** TASK INPUT follows **
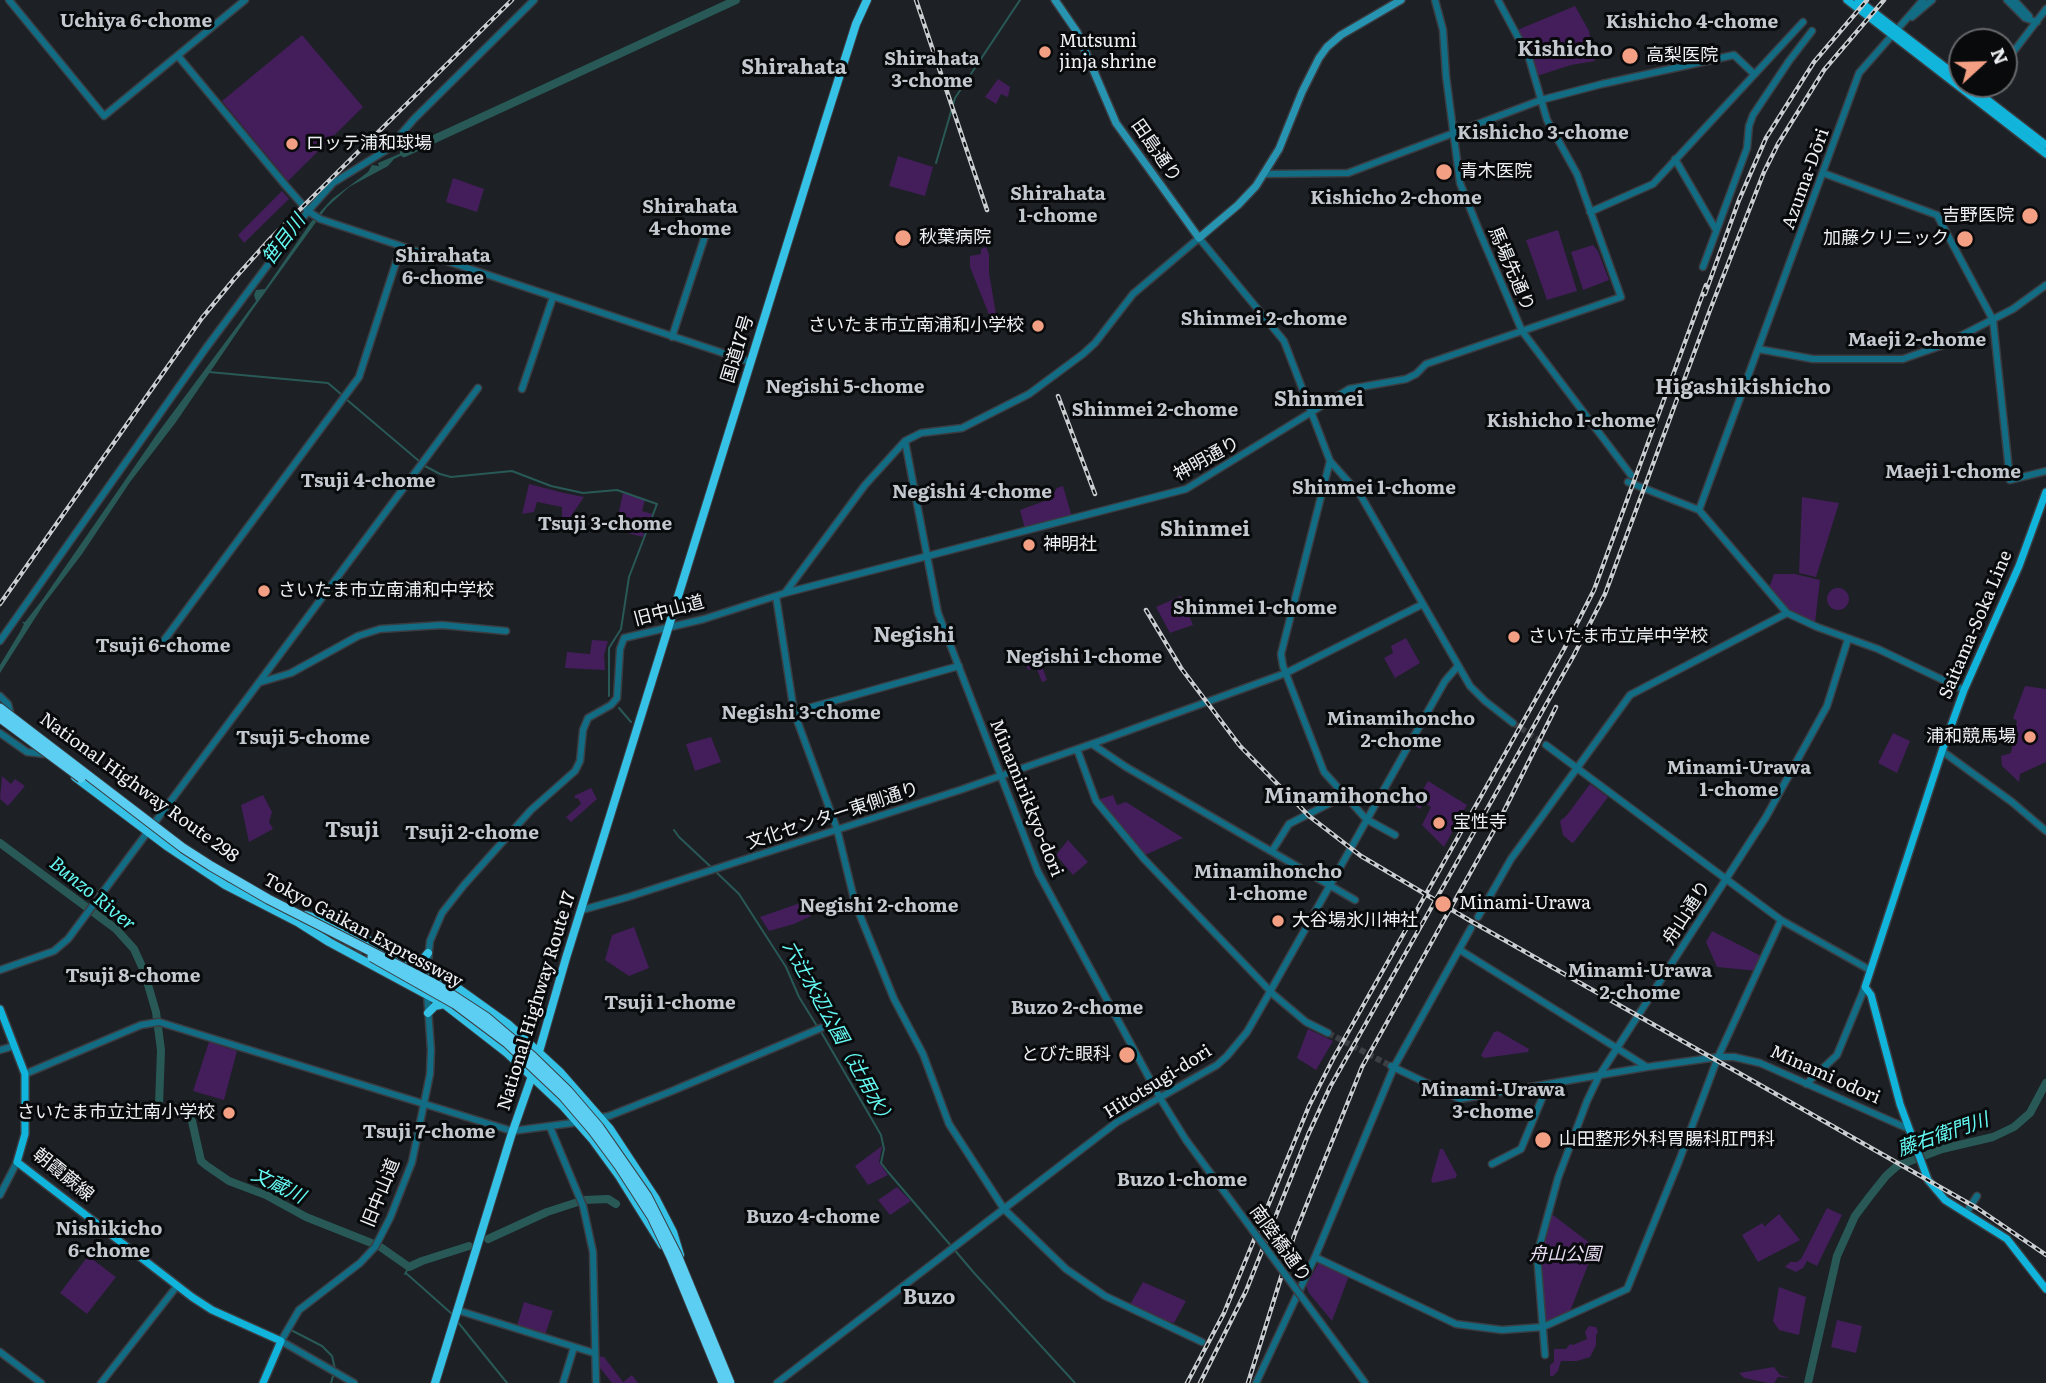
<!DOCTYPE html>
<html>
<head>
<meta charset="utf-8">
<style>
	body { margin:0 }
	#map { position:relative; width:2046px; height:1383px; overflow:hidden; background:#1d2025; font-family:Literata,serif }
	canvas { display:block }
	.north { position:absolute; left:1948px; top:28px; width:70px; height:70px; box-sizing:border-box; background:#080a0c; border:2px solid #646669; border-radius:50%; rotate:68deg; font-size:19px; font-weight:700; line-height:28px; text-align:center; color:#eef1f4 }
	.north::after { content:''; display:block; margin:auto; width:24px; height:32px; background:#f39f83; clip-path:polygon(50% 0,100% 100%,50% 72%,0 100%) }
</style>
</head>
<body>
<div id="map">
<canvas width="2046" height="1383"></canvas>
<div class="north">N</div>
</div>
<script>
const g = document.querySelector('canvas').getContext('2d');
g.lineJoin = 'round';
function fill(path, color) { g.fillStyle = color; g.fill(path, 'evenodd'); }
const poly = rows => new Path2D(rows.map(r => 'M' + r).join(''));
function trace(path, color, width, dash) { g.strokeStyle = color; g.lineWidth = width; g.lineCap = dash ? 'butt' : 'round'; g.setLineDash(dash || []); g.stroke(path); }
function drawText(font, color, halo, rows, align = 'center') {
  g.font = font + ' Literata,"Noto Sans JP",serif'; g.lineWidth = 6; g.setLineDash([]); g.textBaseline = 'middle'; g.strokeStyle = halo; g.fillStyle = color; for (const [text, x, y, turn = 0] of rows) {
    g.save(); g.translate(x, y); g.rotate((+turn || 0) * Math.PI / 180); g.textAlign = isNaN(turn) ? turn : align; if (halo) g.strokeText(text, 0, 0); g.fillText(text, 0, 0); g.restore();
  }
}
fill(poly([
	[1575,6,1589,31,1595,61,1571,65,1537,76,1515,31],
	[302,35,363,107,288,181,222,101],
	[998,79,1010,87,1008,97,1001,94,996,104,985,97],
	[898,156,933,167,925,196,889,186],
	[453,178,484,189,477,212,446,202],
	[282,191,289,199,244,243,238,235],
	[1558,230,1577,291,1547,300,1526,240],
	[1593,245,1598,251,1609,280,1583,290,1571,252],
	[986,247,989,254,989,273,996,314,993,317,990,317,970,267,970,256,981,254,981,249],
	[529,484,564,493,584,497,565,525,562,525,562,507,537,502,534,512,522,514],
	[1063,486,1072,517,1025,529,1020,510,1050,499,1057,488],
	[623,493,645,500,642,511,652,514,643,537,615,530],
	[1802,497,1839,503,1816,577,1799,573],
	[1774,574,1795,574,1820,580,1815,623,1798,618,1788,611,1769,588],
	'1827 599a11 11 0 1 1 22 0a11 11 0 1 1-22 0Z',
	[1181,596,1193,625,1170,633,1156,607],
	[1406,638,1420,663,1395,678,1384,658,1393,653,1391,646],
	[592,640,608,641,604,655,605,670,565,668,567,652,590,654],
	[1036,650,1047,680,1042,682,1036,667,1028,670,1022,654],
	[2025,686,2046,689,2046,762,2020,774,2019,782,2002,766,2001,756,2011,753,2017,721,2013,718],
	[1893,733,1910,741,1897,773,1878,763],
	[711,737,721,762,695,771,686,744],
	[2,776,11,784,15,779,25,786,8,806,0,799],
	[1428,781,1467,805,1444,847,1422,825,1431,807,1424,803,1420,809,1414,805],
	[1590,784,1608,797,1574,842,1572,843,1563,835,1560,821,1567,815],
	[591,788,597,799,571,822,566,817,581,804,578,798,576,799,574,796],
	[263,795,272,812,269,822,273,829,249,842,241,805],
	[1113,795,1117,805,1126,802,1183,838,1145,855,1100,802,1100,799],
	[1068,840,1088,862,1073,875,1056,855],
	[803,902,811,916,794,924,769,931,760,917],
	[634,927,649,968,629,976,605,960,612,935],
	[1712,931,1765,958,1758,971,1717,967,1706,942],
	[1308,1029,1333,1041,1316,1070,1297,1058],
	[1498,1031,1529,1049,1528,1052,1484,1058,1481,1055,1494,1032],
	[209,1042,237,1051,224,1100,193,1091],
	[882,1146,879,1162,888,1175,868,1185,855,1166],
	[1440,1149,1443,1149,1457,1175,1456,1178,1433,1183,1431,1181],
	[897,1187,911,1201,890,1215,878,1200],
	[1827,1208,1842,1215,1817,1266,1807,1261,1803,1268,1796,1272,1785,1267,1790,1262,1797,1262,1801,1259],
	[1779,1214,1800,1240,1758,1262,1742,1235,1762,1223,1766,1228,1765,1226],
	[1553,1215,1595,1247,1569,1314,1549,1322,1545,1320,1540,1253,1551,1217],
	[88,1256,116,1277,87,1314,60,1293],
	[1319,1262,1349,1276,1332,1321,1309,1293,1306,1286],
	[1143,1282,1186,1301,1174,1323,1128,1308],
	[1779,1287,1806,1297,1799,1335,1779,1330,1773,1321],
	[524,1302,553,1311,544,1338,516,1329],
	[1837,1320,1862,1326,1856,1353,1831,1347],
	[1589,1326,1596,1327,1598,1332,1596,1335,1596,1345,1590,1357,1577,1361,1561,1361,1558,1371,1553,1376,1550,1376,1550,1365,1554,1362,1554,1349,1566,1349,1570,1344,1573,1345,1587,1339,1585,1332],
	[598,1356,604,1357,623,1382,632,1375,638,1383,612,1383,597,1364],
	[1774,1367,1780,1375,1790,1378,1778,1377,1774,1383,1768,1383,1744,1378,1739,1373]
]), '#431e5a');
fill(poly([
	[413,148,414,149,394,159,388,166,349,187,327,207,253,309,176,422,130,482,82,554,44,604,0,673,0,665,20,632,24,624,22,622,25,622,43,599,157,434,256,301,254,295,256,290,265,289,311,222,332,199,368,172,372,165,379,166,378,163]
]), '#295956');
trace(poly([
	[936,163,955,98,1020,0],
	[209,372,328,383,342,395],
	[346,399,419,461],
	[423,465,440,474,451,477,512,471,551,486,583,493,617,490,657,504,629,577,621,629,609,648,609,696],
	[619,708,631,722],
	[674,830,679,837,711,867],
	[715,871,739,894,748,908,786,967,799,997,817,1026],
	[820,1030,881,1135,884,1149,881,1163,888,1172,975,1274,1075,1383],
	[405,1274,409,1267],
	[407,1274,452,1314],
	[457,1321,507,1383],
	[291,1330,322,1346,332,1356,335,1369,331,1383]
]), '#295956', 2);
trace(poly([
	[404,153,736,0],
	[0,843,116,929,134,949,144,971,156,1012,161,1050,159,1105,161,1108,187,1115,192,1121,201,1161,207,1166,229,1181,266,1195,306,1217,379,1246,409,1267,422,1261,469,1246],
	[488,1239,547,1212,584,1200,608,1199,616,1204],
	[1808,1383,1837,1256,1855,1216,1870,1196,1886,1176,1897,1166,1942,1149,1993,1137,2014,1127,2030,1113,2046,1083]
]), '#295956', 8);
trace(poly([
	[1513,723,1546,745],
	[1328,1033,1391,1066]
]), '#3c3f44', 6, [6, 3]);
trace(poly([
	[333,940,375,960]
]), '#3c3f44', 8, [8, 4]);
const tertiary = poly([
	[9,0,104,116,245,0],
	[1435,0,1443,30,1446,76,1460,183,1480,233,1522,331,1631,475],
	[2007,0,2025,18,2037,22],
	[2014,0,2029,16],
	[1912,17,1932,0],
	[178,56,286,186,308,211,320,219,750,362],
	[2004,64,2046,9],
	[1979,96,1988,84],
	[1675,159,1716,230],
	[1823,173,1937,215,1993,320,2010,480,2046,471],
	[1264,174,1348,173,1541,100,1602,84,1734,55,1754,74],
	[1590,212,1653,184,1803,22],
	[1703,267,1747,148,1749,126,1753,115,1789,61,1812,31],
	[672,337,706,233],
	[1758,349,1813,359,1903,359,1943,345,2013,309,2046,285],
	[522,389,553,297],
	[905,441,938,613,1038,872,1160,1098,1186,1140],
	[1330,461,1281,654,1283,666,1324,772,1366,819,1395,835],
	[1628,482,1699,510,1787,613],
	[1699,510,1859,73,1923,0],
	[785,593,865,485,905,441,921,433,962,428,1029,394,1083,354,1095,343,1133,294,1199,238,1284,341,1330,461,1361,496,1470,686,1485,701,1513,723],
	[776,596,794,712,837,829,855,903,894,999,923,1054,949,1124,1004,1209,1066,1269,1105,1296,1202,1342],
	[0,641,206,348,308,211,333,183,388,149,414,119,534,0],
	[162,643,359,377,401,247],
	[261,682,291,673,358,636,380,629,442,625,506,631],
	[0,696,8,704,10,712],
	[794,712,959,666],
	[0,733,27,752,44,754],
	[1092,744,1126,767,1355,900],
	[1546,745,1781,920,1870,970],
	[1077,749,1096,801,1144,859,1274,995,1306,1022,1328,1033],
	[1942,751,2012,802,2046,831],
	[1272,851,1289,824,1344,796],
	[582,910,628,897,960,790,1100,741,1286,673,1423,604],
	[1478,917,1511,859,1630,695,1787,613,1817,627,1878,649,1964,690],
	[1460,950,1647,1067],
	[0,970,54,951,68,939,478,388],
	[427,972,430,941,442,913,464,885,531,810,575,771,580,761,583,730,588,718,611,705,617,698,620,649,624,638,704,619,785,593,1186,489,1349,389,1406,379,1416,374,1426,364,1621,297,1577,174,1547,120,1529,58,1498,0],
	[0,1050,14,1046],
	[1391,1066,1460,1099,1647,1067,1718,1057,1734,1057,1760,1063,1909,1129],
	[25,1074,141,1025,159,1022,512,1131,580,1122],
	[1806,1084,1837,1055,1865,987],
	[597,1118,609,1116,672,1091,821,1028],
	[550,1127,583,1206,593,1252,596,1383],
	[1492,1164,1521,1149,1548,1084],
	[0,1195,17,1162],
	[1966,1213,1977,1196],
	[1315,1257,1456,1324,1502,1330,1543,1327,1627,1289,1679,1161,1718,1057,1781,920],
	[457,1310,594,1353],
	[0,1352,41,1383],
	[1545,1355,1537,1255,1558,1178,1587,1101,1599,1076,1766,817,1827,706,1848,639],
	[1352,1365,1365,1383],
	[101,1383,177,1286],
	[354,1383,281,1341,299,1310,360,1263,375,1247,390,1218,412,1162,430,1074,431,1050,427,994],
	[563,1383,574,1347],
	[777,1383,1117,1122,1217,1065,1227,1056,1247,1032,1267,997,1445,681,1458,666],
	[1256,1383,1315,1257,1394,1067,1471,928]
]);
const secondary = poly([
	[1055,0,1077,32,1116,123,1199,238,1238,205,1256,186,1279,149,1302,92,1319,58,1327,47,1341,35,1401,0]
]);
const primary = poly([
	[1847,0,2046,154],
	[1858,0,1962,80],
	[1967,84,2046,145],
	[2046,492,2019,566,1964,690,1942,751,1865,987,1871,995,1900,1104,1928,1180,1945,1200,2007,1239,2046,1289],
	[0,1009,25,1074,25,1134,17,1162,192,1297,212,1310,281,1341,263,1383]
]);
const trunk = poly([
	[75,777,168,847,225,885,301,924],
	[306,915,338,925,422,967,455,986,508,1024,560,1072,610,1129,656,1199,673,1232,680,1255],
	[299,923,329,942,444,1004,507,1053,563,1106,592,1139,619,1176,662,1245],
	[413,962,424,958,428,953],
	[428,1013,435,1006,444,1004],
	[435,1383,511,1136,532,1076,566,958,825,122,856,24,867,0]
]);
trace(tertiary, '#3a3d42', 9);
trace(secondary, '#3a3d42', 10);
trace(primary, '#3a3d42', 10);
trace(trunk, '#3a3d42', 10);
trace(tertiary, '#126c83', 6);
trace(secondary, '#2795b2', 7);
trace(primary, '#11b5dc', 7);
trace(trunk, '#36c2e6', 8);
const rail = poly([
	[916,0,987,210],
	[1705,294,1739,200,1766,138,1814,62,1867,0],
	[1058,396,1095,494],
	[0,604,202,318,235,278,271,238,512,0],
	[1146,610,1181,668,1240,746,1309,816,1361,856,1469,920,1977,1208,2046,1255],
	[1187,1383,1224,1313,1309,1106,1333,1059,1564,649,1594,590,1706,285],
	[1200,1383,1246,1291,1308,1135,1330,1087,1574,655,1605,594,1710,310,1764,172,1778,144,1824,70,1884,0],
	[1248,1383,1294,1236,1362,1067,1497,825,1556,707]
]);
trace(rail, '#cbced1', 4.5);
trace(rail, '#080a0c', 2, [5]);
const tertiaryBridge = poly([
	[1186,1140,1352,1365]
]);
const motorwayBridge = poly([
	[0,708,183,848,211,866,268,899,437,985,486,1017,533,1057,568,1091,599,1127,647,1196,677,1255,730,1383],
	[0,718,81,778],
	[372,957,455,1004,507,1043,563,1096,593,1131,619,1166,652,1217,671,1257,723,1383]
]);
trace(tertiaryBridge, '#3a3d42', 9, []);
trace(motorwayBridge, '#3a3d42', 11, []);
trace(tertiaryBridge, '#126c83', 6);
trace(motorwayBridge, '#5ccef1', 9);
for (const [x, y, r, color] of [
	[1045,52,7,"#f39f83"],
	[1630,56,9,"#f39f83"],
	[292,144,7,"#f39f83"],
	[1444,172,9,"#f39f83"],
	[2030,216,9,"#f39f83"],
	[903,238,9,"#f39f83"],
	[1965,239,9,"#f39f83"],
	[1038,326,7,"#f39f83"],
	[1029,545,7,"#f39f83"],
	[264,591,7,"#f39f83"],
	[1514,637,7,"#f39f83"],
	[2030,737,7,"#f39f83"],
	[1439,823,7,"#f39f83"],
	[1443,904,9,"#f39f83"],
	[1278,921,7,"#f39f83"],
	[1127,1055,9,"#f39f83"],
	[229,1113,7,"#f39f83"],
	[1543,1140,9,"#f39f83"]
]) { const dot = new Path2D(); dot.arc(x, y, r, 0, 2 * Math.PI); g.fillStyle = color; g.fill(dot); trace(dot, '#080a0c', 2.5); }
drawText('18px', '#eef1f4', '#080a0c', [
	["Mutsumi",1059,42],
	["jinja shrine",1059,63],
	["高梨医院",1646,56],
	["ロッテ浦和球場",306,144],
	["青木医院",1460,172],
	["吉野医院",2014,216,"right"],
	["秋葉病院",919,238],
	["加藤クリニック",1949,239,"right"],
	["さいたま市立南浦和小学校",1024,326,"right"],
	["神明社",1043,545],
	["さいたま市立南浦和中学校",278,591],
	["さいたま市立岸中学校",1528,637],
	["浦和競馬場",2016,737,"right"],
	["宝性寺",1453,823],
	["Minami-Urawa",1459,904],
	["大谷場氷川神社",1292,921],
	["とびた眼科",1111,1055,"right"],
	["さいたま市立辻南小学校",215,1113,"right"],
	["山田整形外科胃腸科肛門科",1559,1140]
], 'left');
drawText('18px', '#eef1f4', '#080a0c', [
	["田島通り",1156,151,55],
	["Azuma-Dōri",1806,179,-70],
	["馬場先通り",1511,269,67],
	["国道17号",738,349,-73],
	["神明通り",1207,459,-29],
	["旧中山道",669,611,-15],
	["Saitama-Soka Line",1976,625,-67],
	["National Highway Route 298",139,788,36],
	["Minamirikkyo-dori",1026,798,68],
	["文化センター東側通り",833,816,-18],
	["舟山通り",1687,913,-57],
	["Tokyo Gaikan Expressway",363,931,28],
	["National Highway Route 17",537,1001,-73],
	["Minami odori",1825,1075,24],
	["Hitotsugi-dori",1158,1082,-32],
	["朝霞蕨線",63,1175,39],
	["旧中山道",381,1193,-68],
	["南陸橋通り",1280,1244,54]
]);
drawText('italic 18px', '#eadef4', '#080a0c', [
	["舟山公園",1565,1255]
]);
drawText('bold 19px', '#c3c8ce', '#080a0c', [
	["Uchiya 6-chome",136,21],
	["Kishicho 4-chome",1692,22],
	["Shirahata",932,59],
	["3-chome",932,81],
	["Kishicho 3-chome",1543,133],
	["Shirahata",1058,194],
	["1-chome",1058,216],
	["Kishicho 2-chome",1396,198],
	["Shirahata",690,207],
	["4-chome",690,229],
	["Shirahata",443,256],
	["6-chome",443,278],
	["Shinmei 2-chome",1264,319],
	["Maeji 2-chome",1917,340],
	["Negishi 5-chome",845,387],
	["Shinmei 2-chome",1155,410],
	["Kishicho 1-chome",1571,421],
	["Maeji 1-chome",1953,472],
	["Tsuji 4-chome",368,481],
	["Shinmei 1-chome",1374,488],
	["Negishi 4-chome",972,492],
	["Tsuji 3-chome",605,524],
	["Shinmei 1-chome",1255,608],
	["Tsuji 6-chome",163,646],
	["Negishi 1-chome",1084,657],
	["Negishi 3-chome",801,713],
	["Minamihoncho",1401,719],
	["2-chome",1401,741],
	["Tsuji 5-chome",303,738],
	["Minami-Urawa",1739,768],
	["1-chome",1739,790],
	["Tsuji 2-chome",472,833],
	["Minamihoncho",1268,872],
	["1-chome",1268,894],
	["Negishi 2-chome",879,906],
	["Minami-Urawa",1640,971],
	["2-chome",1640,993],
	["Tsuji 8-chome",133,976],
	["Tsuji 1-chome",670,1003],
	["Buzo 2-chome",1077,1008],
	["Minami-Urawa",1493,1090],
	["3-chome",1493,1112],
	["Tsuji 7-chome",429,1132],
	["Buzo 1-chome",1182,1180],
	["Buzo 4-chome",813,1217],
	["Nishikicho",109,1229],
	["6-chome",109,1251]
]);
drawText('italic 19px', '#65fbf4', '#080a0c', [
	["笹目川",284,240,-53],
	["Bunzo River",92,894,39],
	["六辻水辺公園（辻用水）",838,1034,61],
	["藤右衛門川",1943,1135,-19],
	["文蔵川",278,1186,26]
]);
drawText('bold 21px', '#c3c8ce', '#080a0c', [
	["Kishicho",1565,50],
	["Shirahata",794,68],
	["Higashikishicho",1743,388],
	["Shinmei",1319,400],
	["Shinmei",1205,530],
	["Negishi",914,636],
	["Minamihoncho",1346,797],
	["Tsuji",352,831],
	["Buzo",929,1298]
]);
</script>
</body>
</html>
** End of TASK INPUT **
§ PROBLEM TO SOLVE:
What is needed is each line from the records with the word "rotate" in it.

§ WRITTEN SOLUTION:
	.north { position:absolute; left:1948px; top:28px; width:70px; height:70px; box-sizing:border-box; background:#080a0c; border:2px solid #646669; border-radius:50%; rotate:68deg; font-size:19px; font-weight:700; line-height:28px; text-align:center; color:#eef1f4 }
    g.save(); g.translate(x, y); g.rotate((+turn || 0) * Math.PI / 180); g.textAlign = isNaN(turn) ? turn : align; if (halo) g.strokeText(text, 0, 0); g.fillText(text, 0, 0); g.restore();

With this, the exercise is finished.